Requirement: The answer must be a single number: the count of lines in the records below that contain the word "place".

Records for the exercise:
::::
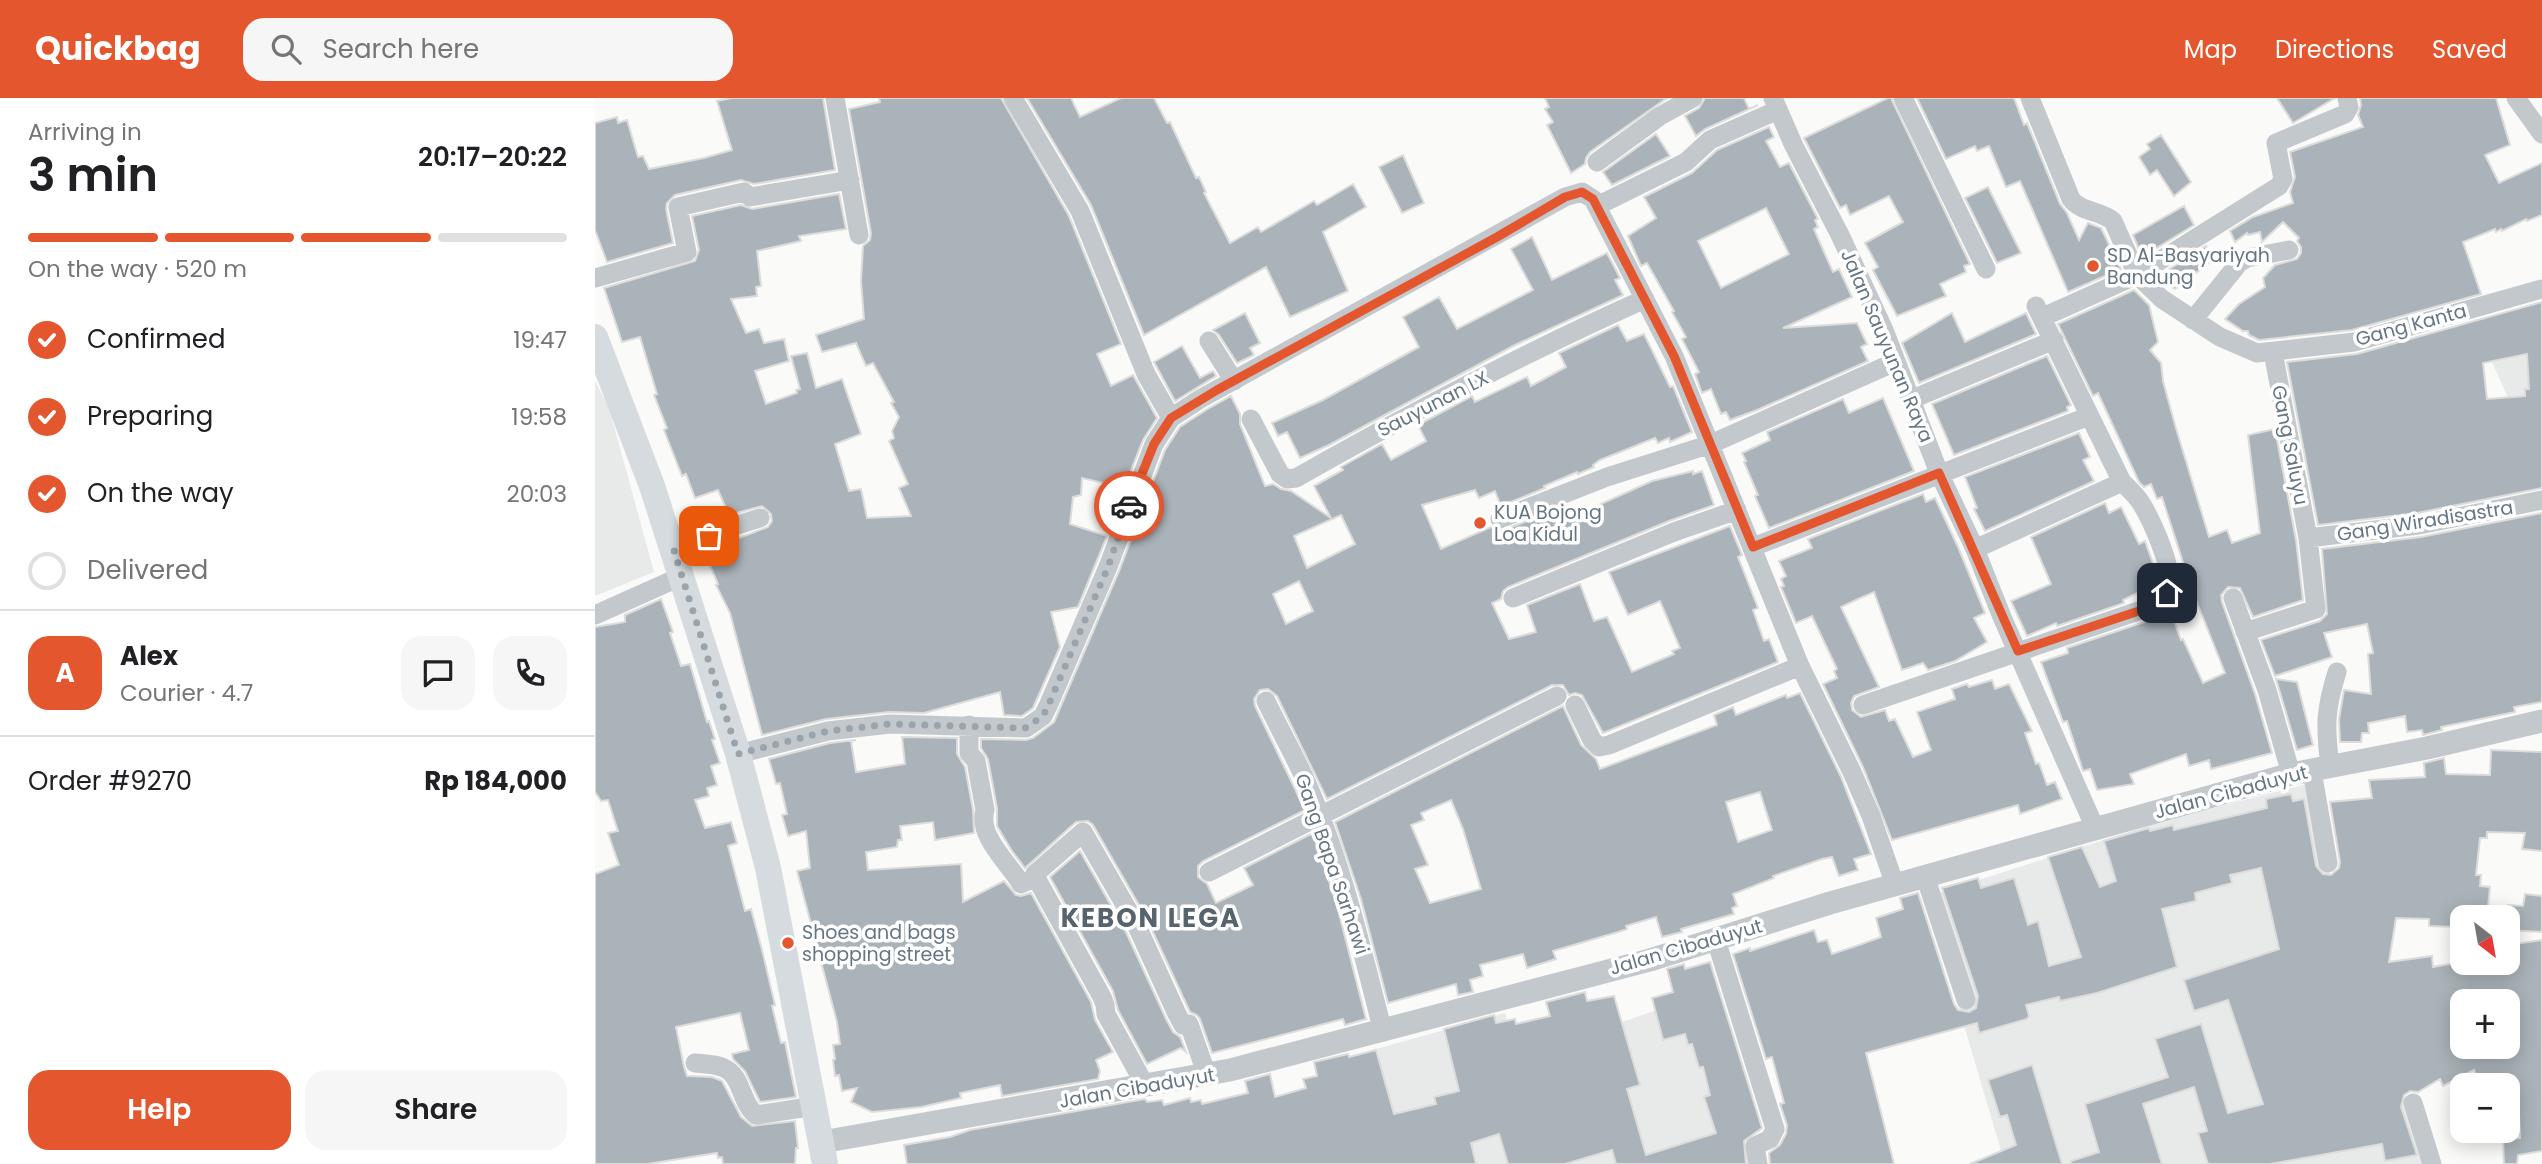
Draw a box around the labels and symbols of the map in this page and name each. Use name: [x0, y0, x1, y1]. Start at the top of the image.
place label: SD Al-Basyariyah Bandung: [2107, 242, 2270, 291]
street label: Jalan Sauyunan Raya: [1834, 246, 1940, 446]
marker: SD Al-Basyariyah Bandung: [2085, 258, 2101, 274]
street label: Gang Kanta: [2353, 297, 2469, 353]
street label: Sauyunan LX: [1373, 364, 1493, 444]
street label: Gang Saluyu: [2265, 383, 2315, 507]
courier: [1094, 471, 1164, 541]
street label: Gang Wiradisastra: [2335, 494, 2515, 548]
place label: KUA Bojong Loa Kidul: [1494, 499, 1602, 548]
pin: [679, 506, 739, 566]
marker: KUA Bojong Loa Kidul: [1472, 515, 1488, 531]
pin: [2137, 563, 2197, 623]
street label: Jalan Cibaduyut: [2151, 759, 2311, 825]
street label: Gang Bapa Sarhawi: [1288, 770, 1376, 958]
district label: KEBON LEGA: [1061, 900, 1241, 936]
north arrow: [2450, 905, 2520, 975]
street label: Jalan Cibaduyut: [1607, 912, 1765, 982]
place label: Shoes and bags shopping street: [802, 919, 956, 968]
marker: Shoes and bags shopping street: [780, 935, 796, 951]
street label: Jalan Cibaduyut: [1057, 1061, 1217, 1115]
::::
Output for this task: 3